## [AVAILABLE RECORDS]
•••••

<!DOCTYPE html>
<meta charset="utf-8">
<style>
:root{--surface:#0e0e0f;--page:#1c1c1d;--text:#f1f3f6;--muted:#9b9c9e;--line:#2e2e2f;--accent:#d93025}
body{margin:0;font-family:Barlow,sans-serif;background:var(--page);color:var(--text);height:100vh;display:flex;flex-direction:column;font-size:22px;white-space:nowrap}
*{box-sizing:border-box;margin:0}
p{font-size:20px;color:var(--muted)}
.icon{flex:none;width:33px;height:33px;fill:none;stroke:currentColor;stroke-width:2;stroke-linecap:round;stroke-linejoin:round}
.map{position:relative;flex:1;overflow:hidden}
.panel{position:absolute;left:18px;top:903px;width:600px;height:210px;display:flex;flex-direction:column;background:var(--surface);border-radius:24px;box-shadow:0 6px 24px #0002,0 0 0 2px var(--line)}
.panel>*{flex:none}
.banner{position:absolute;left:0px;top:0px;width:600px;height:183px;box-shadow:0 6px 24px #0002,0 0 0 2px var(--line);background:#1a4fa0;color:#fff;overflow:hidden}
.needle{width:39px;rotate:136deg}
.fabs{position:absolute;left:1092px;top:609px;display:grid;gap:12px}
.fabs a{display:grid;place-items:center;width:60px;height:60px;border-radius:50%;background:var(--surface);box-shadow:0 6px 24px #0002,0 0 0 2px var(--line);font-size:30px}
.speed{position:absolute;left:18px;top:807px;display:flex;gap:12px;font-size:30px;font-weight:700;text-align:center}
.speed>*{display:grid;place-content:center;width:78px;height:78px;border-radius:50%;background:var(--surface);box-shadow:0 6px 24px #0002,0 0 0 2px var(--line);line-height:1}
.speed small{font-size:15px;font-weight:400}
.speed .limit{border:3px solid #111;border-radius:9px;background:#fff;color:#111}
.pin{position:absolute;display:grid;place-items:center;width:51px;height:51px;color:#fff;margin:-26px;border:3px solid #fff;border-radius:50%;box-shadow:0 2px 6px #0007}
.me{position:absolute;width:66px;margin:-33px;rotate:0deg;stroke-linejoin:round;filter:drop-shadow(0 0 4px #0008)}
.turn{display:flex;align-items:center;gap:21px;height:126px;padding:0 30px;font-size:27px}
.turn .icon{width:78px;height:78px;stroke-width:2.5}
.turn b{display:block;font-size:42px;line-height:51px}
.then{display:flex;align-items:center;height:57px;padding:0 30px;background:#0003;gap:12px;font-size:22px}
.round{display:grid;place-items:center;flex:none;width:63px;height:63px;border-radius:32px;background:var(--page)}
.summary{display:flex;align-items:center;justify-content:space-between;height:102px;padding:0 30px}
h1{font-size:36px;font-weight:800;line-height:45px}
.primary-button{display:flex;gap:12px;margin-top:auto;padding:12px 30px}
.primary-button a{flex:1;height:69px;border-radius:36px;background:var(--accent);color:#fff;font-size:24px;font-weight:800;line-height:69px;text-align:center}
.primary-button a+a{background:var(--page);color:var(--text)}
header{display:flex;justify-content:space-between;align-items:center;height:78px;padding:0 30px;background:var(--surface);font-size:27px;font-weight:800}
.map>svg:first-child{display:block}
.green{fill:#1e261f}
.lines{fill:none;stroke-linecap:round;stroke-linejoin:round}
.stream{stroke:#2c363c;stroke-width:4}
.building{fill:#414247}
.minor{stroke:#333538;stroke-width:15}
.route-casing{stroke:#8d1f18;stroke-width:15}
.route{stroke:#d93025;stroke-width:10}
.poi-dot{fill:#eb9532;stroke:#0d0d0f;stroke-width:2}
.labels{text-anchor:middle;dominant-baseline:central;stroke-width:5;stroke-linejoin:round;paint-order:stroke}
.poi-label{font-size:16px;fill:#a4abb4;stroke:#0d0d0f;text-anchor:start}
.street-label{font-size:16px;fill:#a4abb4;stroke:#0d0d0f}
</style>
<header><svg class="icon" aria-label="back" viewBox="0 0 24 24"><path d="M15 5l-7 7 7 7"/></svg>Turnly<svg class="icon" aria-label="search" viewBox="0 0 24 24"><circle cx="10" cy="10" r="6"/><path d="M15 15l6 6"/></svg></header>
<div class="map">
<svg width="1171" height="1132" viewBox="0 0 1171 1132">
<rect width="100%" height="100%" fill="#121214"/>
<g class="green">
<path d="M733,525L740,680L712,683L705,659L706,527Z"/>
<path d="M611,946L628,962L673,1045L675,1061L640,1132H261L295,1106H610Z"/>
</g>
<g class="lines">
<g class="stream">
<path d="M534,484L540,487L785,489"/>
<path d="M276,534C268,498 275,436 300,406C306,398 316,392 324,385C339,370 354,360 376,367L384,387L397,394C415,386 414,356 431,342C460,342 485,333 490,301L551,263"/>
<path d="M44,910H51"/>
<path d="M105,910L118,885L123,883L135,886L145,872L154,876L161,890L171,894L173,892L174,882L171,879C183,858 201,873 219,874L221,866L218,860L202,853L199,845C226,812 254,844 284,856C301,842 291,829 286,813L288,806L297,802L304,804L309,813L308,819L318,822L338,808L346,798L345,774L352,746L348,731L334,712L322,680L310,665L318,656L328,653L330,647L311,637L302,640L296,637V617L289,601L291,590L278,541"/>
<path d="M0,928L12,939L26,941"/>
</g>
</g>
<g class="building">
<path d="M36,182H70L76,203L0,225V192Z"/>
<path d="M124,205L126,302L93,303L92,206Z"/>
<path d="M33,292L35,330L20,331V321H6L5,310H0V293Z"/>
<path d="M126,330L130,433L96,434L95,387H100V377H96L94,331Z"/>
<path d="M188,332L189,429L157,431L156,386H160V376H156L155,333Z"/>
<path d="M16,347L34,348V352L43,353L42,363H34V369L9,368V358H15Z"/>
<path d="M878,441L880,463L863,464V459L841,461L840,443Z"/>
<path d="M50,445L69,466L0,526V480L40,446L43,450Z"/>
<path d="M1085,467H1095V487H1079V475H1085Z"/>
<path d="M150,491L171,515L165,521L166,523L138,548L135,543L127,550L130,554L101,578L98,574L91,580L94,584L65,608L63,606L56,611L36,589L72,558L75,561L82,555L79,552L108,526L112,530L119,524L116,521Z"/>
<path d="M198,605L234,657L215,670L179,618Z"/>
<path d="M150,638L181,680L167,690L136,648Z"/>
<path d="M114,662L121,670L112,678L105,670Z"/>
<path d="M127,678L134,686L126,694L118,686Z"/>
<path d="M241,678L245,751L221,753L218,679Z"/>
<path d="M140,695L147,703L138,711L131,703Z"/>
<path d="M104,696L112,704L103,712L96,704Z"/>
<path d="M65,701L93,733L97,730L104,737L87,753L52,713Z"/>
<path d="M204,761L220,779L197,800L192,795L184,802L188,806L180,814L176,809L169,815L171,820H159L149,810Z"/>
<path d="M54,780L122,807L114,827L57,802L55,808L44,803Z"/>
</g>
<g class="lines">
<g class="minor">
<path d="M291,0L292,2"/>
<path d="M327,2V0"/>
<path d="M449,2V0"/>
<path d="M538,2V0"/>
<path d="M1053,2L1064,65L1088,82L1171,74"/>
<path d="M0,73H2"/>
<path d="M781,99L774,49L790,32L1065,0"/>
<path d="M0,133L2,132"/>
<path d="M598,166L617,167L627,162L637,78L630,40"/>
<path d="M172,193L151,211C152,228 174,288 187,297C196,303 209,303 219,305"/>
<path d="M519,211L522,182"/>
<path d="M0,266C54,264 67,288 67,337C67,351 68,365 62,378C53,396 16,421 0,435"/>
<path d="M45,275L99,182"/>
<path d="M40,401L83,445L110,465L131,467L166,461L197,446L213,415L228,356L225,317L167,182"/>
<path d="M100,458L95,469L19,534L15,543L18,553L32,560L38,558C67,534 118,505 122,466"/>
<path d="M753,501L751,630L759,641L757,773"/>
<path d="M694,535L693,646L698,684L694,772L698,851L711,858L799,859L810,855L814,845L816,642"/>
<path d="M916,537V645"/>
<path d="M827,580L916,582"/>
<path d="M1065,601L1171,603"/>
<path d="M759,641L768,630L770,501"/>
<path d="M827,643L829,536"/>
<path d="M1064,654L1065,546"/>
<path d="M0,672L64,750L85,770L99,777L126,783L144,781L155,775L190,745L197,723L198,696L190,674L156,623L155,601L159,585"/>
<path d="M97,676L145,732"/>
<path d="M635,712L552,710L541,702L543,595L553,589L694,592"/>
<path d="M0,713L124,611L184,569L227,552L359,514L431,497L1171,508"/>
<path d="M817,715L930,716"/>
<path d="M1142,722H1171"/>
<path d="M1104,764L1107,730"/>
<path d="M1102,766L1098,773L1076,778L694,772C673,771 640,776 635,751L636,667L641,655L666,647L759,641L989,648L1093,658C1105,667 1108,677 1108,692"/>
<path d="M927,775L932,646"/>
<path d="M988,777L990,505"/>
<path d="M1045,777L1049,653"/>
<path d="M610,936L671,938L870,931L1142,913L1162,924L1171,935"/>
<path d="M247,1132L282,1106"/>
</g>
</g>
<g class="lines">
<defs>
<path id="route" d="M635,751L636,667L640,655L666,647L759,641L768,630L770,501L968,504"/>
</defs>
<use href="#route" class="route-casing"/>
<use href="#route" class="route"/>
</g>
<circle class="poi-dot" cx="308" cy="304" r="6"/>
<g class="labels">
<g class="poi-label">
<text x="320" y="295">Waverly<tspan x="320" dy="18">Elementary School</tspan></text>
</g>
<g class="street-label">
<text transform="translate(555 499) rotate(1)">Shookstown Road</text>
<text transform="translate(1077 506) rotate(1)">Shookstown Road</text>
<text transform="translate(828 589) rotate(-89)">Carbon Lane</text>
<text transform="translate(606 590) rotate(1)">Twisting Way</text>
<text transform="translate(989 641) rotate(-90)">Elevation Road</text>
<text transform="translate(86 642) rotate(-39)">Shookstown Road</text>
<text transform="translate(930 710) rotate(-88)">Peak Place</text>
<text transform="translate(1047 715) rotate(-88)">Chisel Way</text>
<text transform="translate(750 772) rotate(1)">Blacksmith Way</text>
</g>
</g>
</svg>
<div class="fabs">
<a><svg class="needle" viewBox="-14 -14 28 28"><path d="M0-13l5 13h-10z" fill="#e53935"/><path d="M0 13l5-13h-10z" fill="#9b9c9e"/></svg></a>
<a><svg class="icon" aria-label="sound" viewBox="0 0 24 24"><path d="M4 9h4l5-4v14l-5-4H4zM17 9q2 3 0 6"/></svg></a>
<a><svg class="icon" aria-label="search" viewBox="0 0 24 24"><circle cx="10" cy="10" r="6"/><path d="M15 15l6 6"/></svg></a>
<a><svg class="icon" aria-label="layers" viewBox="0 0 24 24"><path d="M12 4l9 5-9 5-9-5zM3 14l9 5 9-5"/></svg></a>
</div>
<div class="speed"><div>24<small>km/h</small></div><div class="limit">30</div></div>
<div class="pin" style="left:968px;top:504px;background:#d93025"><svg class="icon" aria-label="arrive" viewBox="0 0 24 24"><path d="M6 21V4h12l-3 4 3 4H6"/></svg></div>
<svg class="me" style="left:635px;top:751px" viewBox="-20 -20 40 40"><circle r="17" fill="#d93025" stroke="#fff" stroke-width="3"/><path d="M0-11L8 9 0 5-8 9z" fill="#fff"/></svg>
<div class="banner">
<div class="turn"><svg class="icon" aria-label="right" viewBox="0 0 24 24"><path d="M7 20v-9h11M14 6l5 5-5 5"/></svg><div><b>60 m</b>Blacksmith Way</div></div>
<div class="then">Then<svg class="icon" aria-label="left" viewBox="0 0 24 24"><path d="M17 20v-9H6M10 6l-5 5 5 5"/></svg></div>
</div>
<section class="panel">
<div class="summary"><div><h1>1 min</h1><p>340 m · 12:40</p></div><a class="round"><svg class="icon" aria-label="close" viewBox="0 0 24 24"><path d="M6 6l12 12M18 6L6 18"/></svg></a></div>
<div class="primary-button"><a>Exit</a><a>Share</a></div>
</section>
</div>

•••••

## [TASK DETAILS]
Within the entries above, how many lines include the word "direction"? Respond with the number only.

## [SOLUTION FOR THIS EXERCISE]
2